------ MATERIAL SHOWN

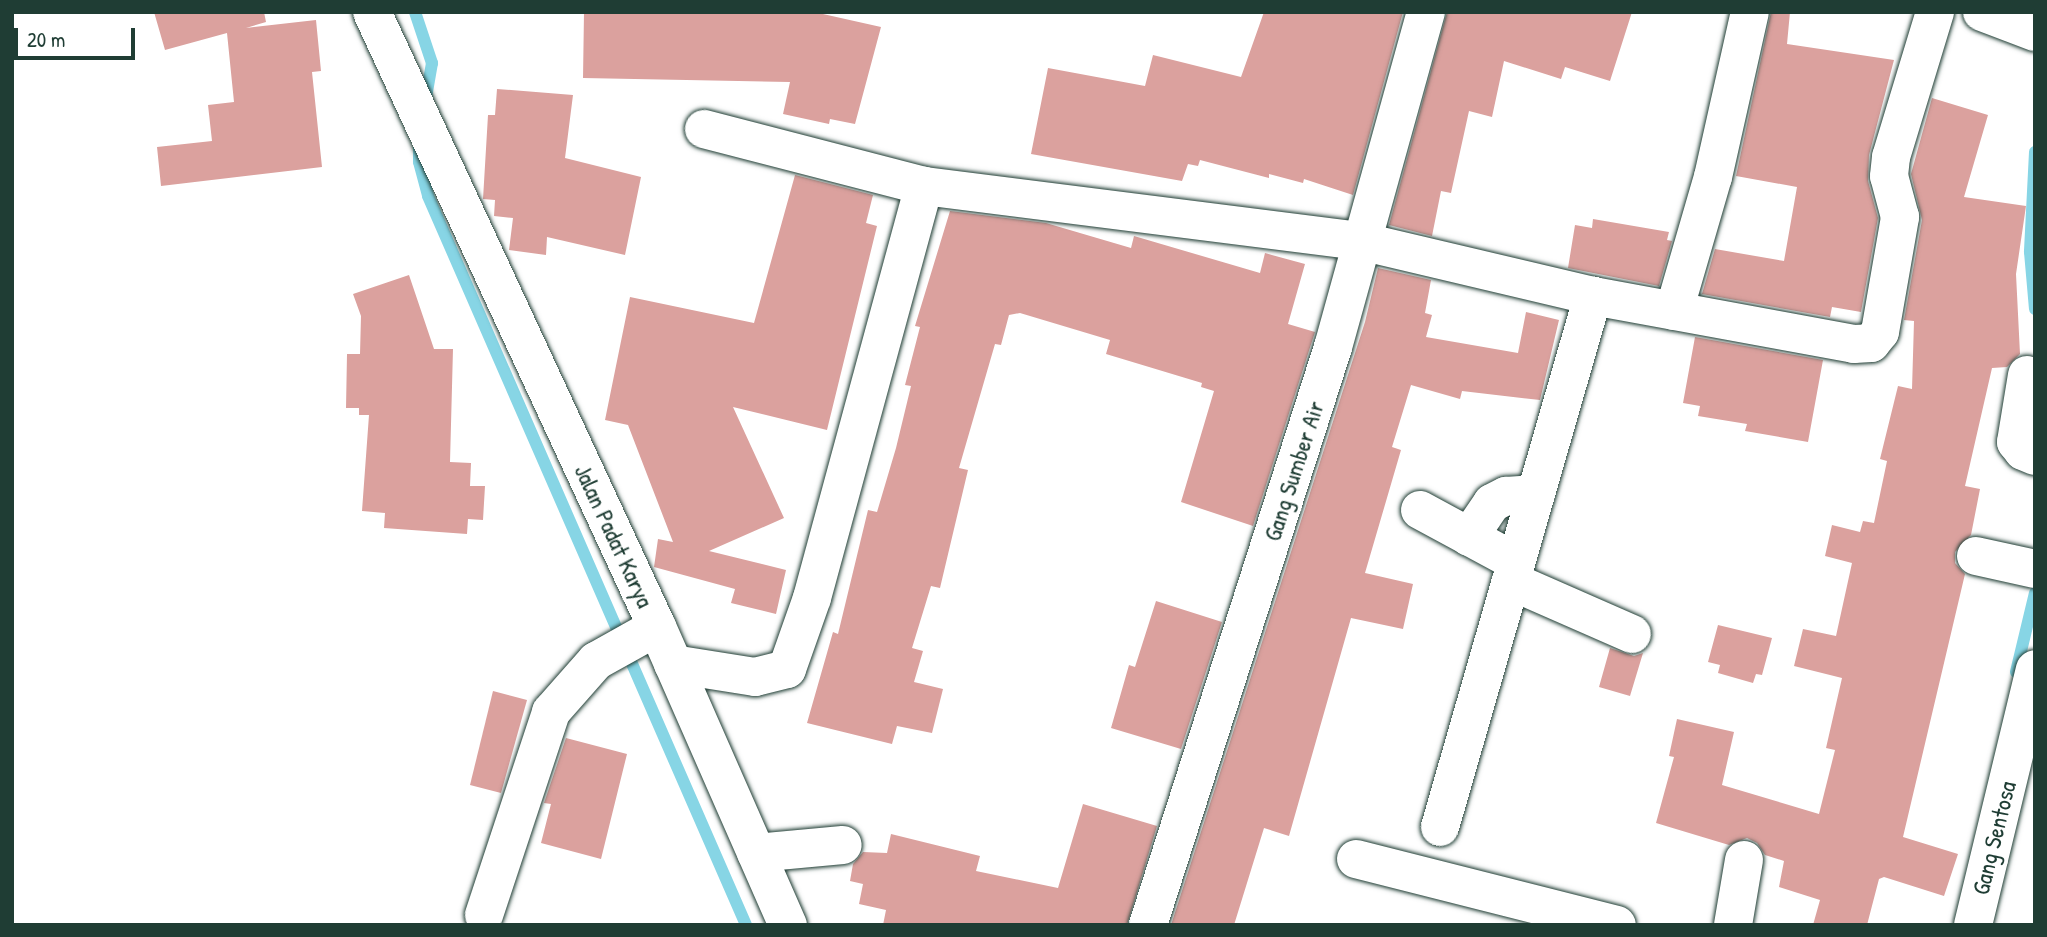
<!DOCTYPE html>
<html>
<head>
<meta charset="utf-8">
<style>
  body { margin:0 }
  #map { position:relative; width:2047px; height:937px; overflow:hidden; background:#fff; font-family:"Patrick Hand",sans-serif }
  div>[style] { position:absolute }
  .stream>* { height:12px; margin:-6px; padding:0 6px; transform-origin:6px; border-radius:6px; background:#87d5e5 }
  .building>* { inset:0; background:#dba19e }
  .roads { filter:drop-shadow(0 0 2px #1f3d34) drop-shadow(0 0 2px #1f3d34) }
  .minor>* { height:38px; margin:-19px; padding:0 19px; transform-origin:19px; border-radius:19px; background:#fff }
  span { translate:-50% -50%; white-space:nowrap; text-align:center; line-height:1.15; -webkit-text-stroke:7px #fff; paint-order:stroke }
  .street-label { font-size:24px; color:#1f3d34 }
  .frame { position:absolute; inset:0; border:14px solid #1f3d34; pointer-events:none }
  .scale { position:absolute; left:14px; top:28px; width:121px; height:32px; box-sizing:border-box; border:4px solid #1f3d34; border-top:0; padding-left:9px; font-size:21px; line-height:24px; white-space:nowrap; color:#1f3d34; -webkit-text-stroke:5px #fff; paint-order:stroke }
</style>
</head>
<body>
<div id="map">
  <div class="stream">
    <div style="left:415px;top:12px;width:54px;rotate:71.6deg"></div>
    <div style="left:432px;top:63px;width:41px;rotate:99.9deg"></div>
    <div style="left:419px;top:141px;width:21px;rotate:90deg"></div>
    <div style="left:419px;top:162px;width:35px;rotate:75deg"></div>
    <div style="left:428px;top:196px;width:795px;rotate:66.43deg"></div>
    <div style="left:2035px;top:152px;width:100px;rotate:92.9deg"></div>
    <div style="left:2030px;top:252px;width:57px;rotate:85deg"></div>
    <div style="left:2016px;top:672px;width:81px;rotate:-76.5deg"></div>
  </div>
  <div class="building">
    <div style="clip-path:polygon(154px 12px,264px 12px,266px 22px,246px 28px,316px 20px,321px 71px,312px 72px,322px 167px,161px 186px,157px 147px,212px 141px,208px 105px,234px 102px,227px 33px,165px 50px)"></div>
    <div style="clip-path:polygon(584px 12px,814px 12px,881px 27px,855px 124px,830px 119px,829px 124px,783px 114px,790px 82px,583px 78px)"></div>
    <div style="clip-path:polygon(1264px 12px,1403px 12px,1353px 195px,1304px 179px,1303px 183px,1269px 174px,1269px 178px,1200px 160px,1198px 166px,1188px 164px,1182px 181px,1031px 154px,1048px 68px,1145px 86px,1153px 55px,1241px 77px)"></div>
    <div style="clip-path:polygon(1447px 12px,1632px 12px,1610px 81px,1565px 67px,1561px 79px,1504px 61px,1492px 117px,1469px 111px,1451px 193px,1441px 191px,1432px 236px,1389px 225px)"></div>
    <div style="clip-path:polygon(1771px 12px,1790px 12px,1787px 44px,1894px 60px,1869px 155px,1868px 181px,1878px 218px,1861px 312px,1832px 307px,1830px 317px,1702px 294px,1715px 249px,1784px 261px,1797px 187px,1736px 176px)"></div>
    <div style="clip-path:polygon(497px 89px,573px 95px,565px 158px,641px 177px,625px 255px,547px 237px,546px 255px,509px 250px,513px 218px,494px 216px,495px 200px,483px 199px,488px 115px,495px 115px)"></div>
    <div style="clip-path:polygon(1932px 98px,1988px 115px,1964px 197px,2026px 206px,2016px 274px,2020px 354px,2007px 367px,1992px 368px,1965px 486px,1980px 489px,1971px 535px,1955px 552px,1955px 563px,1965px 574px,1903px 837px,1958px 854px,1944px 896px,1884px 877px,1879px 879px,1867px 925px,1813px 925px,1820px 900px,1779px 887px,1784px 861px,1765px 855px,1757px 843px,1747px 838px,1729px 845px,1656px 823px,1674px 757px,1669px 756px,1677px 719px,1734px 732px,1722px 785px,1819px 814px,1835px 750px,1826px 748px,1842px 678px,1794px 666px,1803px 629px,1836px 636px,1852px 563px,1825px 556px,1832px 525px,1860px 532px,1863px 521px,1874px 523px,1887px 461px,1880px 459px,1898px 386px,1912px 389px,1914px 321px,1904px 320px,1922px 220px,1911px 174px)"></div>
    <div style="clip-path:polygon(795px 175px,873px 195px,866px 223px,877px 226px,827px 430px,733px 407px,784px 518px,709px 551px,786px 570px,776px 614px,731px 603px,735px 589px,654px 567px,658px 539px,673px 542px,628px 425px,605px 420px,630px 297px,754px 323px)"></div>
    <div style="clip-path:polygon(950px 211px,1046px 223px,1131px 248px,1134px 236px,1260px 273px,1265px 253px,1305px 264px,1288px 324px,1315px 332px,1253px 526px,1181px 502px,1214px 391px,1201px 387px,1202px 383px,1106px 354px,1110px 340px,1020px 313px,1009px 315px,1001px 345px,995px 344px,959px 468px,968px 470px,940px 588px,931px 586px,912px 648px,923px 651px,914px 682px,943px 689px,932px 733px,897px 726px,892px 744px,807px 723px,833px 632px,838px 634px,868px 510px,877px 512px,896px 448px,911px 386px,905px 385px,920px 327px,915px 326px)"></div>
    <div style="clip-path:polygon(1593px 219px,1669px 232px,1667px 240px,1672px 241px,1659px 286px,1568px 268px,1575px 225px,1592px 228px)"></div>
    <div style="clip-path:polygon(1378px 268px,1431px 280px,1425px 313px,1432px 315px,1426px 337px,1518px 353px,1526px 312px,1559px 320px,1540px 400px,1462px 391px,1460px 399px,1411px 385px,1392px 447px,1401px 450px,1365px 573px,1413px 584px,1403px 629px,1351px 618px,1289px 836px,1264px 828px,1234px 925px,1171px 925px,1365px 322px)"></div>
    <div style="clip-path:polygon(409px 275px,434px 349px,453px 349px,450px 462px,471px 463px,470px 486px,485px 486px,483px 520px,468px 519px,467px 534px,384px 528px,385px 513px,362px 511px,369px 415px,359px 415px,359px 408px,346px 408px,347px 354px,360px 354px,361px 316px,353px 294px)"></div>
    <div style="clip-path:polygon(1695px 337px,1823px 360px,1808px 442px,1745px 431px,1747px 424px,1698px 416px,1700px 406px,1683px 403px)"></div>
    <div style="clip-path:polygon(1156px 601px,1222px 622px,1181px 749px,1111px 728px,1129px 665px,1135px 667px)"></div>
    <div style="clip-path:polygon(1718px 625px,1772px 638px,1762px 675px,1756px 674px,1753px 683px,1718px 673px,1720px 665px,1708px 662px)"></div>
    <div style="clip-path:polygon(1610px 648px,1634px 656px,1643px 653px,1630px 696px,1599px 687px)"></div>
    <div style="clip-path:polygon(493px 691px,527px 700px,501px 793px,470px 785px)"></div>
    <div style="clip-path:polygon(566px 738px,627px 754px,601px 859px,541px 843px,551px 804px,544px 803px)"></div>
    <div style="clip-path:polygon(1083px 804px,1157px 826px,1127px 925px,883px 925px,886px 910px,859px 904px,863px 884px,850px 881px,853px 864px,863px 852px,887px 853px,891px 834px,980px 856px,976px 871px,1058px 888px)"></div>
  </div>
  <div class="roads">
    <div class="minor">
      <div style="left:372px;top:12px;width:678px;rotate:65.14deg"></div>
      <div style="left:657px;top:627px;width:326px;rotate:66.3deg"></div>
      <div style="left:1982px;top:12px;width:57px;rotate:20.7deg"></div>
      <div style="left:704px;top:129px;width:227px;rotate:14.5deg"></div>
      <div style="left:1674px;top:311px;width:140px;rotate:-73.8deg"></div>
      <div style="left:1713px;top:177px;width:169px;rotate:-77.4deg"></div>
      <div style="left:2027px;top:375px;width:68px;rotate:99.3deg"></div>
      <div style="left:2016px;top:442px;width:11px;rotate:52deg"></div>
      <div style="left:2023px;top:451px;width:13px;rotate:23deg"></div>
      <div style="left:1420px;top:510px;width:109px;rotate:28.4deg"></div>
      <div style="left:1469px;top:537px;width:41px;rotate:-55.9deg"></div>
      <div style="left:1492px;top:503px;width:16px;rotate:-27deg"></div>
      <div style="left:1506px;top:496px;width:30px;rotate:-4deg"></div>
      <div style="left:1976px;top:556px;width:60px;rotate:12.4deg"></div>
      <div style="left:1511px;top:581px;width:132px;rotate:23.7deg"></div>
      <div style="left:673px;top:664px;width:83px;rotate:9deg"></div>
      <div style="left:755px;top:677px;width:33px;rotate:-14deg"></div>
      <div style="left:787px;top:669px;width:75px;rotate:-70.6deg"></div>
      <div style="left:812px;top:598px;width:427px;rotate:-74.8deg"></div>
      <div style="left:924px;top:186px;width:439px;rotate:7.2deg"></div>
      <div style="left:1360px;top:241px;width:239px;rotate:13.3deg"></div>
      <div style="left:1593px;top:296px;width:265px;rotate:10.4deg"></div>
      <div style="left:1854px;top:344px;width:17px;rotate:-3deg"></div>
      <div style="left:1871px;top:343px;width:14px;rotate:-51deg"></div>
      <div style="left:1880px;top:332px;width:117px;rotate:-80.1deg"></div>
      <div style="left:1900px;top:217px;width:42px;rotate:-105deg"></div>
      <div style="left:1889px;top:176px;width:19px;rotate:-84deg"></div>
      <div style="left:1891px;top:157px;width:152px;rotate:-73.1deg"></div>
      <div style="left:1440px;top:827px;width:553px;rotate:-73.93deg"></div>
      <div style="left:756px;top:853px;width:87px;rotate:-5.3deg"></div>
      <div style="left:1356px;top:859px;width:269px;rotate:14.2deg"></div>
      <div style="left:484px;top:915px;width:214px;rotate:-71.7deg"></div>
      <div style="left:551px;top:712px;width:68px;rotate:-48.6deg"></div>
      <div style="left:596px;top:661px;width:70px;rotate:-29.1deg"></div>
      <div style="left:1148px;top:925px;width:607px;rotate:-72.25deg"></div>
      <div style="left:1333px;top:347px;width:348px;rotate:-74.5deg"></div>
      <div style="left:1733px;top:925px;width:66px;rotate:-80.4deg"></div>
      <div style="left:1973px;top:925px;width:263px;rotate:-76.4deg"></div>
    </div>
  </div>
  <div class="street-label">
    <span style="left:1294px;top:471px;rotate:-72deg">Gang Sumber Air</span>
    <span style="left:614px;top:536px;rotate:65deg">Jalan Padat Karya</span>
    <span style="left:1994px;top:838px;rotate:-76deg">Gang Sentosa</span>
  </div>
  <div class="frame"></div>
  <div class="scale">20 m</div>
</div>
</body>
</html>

------------

The answer is the lines above, word for word, from the first one through the one containing "filter:drop-shadow(0 0 2px"; it includes no pictures.

## OUTPUT BELOW
<!DOCTYPE html>
<html>
<head>
<meta charset="utf-8">
<style>
  body { margin:0 }
  #map { position:relative; width:2047px; height:937px; overflow:hidden; background:#fff; font-family:"Patrick Hand",sans-serif }
  div>[style] { position:absolute }
  .stream>* { height:12px; margin:-6px; padding:0 6px; transform-origin:6px; border-radius:6px; background:#87d5e5 }
  .building>* { inset:0; background:#dba19e }
  .roads { filter:drop-shadow(0 0 2px #1f3d34) drop-shadow(0 0 2px #1f3d34) }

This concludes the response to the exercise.